- **Exercise requirements**
Could you give the number of lines in the entries below that contain the word "linecap"? Only the number is wanted.

- **Extracted records**

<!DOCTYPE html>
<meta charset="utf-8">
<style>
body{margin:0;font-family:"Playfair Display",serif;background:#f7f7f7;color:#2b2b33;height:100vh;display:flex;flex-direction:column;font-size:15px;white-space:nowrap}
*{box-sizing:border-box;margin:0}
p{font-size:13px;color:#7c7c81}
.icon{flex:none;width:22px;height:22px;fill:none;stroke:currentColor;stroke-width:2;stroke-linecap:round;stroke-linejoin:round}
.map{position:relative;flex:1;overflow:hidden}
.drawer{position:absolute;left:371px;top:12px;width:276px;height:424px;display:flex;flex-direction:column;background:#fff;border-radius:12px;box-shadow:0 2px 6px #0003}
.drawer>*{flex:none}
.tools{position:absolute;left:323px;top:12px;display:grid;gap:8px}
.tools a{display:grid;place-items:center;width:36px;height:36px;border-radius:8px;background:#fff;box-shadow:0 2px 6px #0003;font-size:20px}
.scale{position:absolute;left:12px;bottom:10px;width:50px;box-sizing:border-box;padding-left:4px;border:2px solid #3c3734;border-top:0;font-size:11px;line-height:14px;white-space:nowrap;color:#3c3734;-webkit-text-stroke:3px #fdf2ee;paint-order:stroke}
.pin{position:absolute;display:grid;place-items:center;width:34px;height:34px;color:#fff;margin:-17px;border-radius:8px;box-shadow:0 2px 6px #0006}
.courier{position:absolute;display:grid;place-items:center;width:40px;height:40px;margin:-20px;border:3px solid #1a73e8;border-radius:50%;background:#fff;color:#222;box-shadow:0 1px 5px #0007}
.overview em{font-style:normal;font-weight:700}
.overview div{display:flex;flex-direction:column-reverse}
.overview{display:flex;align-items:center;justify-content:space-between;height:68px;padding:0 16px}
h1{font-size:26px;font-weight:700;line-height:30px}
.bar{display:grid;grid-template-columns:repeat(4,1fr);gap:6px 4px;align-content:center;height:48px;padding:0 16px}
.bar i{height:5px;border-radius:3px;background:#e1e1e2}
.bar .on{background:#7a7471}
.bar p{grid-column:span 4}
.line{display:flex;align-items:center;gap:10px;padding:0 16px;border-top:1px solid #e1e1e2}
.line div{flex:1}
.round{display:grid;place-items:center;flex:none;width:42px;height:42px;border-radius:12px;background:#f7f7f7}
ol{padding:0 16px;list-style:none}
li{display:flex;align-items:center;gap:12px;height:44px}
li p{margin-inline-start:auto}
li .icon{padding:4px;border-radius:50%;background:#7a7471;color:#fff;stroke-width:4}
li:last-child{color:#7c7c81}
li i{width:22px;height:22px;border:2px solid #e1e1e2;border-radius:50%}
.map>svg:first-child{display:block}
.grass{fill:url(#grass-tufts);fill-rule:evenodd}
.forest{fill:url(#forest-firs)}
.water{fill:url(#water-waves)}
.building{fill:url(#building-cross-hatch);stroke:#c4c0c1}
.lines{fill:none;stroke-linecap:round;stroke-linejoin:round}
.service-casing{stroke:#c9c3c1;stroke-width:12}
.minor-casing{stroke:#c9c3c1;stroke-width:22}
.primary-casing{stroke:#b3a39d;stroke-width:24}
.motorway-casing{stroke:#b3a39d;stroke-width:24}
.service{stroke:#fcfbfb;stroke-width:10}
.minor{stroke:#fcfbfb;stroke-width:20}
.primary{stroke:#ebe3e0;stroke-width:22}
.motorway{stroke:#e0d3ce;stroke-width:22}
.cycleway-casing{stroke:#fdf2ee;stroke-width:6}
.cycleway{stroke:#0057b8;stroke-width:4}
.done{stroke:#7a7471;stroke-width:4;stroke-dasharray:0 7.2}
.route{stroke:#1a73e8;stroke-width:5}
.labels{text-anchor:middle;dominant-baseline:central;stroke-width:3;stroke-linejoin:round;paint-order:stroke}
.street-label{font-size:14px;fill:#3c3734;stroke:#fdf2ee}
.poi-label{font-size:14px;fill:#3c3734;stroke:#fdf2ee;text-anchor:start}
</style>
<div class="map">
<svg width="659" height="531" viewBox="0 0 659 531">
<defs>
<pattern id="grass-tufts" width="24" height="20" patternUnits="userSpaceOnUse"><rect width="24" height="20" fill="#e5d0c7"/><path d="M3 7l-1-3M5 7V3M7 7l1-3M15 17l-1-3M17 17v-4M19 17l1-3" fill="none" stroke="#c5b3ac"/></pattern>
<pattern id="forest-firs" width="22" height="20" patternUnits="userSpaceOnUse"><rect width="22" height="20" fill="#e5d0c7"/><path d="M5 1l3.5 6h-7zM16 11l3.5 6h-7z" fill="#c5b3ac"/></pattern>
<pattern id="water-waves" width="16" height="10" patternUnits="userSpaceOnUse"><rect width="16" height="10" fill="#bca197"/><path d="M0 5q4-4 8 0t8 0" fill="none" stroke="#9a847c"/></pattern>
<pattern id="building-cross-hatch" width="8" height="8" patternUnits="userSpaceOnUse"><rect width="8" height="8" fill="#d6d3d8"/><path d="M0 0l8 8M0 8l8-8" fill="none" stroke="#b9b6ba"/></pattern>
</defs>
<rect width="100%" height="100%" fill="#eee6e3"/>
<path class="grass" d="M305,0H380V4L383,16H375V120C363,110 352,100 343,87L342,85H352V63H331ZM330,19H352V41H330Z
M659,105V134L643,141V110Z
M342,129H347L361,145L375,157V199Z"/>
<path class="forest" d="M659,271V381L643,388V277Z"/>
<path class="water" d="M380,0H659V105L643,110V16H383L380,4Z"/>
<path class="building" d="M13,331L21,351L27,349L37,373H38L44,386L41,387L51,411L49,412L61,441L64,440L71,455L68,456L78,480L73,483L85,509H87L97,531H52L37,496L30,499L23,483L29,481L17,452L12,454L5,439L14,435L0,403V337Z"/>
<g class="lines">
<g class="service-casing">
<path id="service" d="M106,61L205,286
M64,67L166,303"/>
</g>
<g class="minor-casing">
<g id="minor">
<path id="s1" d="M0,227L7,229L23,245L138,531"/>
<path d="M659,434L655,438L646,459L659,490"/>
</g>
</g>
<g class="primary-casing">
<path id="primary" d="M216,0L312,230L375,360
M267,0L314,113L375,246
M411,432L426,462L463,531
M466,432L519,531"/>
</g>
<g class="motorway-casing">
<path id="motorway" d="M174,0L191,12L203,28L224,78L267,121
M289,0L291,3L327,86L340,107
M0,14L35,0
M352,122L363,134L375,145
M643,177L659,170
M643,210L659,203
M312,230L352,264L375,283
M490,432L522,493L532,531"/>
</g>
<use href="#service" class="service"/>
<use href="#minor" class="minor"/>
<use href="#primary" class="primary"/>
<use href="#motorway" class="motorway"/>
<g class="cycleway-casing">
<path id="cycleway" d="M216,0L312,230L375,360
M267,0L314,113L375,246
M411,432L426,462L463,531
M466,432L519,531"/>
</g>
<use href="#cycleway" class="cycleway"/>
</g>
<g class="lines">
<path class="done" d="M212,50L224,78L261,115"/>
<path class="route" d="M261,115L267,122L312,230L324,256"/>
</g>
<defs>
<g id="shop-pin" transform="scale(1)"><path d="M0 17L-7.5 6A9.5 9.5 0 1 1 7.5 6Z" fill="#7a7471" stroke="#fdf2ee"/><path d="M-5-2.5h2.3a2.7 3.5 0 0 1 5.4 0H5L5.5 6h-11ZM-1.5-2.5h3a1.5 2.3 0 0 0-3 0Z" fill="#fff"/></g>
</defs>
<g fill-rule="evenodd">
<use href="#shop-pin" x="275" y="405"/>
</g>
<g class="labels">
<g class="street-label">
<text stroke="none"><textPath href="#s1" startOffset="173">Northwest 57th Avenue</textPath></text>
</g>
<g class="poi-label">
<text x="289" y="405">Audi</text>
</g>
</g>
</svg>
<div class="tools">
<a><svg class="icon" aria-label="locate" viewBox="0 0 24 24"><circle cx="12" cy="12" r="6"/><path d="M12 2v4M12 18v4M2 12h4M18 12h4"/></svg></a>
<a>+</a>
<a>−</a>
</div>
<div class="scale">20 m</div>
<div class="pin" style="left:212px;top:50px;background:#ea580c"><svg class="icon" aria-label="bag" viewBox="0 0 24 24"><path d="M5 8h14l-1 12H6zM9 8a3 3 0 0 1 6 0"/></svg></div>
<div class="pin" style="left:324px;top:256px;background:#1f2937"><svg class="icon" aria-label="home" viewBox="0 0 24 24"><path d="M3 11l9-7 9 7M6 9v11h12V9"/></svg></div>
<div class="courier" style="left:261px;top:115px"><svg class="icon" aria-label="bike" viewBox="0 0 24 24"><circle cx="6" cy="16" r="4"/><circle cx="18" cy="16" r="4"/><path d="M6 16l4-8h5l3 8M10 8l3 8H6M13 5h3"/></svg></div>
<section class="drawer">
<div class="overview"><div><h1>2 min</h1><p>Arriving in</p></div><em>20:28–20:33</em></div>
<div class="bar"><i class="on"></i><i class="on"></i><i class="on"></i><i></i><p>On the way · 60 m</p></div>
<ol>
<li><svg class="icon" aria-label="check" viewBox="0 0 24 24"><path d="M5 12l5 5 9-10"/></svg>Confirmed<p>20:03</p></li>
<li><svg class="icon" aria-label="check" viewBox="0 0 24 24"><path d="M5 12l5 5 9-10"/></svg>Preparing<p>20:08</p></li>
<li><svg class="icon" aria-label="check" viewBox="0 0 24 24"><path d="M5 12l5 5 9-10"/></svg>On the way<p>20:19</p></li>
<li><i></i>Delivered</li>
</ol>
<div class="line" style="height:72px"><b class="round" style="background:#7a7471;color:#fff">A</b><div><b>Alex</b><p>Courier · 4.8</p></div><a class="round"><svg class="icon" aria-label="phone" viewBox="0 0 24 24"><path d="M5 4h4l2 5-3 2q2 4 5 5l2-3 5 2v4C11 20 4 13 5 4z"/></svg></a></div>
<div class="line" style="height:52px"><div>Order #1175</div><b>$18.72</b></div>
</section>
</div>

- **Answer to this task**
2